[[ Data for this task, beginning ]]

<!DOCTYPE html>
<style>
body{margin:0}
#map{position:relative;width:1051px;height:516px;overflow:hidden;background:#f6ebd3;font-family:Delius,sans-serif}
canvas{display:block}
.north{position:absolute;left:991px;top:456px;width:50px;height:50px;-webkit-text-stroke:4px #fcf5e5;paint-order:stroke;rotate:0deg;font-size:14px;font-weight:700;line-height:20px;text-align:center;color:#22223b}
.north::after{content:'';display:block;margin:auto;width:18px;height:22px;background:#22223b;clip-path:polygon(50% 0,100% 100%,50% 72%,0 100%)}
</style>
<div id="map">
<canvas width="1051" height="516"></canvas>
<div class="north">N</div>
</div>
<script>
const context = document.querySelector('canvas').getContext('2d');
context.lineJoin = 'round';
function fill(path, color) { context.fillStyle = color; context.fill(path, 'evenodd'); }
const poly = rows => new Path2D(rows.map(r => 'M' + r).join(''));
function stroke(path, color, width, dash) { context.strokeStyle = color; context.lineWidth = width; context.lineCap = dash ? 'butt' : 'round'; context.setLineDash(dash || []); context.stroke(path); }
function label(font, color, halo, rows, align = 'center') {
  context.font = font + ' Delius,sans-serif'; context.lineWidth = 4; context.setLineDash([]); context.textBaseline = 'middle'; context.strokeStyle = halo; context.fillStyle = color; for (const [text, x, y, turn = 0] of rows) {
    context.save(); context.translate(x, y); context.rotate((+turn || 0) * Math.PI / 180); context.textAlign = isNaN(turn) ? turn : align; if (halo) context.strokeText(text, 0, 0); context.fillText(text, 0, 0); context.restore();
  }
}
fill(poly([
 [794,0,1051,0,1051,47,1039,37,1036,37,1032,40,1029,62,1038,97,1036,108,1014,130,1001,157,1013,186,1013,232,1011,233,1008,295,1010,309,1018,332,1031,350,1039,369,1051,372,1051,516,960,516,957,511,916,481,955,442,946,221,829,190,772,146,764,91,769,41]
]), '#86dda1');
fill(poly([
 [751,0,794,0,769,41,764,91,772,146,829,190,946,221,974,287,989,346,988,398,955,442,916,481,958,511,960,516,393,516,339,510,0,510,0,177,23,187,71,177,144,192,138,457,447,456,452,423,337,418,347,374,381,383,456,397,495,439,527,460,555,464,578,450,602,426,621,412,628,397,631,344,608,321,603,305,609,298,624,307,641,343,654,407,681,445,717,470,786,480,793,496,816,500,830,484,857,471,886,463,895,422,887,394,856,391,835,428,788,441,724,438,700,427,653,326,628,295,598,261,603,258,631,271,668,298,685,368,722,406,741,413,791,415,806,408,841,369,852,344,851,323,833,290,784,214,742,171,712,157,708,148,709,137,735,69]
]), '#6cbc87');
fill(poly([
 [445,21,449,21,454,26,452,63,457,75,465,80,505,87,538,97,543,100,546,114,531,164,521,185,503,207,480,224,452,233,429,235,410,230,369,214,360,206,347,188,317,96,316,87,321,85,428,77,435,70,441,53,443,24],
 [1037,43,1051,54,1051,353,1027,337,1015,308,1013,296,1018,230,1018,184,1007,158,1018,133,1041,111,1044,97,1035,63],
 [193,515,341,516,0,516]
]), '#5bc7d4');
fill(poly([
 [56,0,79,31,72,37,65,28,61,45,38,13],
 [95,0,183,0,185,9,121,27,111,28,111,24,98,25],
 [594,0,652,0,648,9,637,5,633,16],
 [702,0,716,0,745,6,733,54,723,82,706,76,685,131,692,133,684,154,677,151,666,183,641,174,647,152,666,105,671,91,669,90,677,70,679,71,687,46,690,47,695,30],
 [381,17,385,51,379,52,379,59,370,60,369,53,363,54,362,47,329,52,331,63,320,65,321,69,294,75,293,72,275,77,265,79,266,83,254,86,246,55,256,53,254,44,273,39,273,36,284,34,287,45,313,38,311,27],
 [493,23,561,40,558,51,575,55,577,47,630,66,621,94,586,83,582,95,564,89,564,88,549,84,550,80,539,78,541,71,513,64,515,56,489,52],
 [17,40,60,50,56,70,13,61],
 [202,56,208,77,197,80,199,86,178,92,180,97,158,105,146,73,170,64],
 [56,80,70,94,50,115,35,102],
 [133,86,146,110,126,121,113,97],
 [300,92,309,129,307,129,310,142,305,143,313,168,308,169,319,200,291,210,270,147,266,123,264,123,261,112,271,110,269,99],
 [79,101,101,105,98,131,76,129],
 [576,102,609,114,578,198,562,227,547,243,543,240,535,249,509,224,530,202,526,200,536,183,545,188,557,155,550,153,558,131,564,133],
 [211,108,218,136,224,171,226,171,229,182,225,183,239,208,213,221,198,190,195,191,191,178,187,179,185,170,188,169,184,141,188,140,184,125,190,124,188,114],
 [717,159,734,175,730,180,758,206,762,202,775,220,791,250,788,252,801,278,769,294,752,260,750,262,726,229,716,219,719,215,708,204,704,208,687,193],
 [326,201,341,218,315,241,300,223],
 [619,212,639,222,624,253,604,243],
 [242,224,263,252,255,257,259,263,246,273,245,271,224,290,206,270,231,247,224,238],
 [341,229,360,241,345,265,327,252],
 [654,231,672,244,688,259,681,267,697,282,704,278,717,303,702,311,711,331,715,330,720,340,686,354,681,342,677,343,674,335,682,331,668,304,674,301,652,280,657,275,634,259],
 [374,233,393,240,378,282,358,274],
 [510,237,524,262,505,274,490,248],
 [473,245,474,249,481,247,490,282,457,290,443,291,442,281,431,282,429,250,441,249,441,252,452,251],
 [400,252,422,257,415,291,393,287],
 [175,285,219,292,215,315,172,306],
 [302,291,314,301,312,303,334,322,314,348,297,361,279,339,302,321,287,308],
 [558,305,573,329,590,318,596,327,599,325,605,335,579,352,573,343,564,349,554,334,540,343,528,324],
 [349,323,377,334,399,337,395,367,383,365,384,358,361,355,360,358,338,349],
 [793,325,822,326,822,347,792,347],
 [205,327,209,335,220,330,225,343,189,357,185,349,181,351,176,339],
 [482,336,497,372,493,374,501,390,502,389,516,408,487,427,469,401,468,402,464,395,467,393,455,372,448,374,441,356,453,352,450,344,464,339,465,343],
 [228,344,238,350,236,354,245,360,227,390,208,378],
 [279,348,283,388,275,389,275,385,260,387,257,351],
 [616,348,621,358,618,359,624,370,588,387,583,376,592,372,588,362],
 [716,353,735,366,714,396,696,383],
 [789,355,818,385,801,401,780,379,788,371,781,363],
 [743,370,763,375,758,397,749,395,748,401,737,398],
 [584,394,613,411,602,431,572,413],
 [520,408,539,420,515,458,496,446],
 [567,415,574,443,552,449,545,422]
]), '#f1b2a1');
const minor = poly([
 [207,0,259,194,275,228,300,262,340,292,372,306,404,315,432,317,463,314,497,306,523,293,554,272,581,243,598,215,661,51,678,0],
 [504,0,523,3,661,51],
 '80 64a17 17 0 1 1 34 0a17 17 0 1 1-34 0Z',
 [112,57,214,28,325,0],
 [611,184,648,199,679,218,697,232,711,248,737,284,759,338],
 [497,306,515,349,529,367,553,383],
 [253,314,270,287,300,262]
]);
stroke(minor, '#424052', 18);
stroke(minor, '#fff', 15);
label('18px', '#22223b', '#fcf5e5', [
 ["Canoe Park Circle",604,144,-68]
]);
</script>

[[ Data for this task, end ]]
[[ Data for this task, beginning ]]

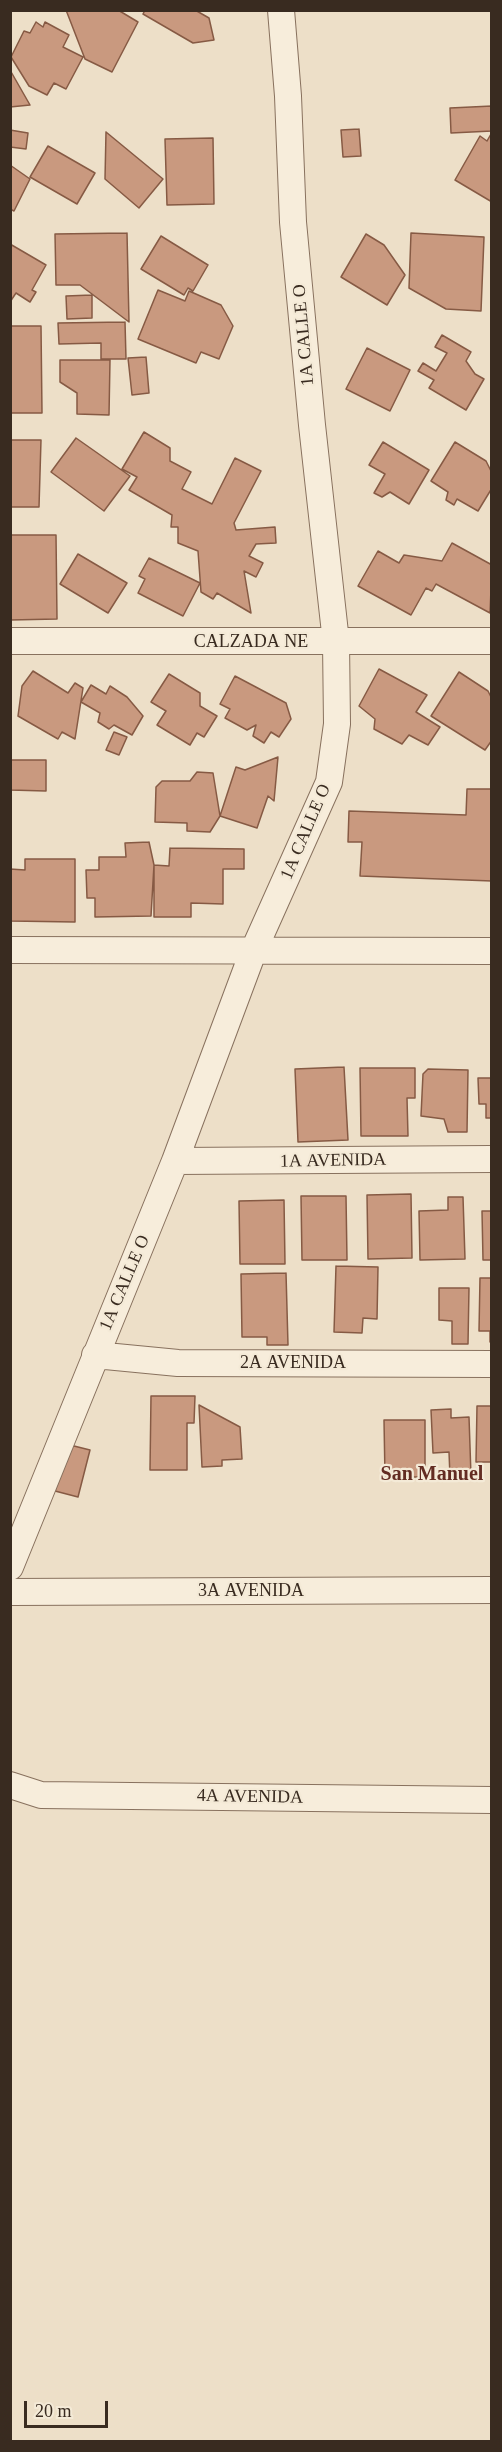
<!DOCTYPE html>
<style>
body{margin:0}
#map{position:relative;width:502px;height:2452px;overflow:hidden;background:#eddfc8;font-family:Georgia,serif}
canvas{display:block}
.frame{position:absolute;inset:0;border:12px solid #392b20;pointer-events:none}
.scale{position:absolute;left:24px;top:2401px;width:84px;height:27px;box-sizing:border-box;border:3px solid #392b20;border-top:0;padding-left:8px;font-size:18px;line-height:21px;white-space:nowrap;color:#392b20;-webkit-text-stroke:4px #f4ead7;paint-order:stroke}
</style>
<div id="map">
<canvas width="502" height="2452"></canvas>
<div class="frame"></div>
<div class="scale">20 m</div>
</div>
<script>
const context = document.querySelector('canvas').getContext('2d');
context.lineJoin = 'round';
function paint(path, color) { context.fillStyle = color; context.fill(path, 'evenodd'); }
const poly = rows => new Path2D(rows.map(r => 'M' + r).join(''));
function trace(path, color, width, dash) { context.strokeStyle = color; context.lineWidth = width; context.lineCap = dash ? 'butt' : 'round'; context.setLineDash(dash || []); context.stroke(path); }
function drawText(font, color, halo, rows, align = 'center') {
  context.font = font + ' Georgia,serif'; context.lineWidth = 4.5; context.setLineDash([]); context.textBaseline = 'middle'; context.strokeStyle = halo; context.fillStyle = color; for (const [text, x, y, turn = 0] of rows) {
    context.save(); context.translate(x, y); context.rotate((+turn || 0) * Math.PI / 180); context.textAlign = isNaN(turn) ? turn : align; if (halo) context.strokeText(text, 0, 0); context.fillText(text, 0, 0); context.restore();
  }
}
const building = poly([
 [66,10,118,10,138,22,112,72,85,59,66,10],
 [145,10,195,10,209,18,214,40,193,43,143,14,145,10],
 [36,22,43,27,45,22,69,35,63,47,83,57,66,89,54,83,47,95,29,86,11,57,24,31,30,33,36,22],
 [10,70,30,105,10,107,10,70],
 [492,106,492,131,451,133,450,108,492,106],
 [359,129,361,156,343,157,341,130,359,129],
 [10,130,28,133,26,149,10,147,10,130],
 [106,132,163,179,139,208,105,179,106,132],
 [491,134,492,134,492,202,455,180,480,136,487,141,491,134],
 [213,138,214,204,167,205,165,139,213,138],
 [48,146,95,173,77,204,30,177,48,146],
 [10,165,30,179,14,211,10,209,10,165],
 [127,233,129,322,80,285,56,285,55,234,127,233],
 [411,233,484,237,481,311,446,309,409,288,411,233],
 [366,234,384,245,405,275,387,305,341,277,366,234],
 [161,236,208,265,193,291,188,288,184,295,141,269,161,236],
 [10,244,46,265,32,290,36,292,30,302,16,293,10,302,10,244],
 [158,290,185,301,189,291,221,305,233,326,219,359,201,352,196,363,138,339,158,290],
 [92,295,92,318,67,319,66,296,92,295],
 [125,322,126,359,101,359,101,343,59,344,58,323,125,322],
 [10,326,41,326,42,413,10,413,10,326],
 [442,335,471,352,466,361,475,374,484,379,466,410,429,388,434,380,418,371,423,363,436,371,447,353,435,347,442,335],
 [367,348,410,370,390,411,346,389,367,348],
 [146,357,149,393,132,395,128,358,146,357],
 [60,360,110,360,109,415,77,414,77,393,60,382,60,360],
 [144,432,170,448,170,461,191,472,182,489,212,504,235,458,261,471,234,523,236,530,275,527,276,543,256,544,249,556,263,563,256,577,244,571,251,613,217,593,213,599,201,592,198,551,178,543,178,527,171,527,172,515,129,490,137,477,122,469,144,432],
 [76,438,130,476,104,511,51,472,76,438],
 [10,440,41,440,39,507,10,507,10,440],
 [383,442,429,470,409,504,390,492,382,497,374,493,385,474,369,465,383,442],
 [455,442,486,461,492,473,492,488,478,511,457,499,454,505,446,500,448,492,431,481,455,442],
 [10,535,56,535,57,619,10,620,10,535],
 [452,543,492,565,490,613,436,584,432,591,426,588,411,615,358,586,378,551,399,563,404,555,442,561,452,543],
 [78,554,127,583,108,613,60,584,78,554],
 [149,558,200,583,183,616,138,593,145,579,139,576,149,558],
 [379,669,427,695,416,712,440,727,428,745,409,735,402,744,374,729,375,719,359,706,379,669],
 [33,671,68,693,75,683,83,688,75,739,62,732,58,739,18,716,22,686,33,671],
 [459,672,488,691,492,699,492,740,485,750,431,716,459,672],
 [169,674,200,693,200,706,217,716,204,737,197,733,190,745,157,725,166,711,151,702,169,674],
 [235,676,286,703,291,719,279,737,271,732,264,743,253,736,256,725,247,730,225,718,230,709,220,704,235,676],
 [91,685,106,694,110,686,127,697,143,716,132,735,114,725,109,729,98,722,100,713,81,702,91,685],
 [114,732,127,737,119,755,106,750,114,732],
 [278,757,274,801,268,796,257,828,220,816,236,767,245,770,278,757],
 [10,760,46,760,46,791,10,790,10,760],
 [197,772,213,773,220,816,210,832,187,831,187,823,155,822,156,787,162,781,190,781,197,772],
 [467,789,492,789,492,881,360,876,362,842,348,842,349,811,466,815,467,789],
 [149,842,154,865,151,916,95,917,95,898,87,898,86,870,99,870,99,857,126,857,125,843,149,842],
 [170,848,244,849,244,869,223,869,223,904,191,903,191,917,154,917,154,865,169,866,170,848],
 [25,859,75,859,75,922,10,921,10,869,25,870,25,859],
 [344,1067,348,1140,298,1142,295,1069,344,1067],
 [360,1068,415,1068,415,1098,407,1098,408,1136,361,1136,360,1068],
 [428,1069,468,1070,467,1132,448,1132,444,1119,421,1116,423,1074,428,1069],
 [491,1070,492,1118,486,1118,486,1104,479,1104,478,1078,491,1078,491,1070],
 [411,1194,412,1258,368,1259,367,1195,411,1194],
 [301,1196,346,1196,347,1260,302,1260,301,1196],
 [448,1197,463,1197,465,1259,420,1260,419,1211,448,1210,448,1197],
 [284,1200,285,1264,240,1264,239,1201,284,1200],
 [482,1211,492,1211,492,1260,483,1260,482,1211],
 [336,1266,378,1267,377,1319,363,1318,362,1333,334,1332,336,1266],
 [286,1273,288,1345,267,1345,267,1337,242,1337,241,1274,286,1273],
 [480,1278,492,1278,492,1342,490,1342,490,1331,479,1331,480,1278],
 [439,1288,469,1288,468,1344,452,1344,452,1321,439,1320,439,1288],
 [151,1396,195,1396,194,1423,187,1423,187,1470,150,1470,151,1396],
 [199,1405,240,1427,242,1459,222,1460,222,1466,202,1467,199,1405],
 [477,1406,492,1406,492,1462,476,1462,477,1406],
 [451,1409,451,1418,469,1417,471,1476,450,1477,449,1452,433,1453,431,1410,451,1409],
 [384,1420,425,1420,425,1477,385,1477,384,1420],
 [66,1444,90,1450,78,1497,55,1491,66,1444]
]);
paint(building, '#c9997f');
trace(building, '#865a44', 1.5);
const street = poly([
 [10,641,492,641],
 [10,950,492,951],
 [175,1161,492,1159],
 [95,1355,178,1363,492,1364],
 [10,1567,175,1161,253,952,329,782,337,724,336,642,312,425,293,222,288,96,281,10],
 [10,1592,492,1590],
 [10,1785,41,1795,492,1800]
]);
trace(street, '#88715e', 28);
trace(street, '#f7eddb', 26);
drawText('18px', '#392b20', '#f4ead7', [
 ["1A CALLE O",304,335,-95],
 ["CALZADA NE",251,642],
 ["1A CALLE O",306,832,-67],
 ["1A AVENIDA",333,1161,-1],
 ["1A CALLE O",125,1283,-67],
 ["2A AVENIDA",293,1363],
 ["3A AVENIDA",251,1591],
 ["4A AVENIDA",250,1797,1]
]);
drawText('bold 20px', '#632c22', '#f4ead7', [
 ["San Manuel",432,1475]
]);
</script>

[[ Data for this task, end ]]

Requirement: There is a line with "function stroke(path, color, width, dash)" and a line with "function label(font, color, halo, rows, align" above. Copy exactly those two lines and all lines between them, with nothing else.

Your solution:
function stroke(path, color, width, dash) { context.strokeStyle = color; context.lineWidth = width; context.lineCap = dash ? 'butt' : 'round'; context.setLineDash(dash || []); context.stroke(path); }
function label(font, color, halo, rows, align = 'center') {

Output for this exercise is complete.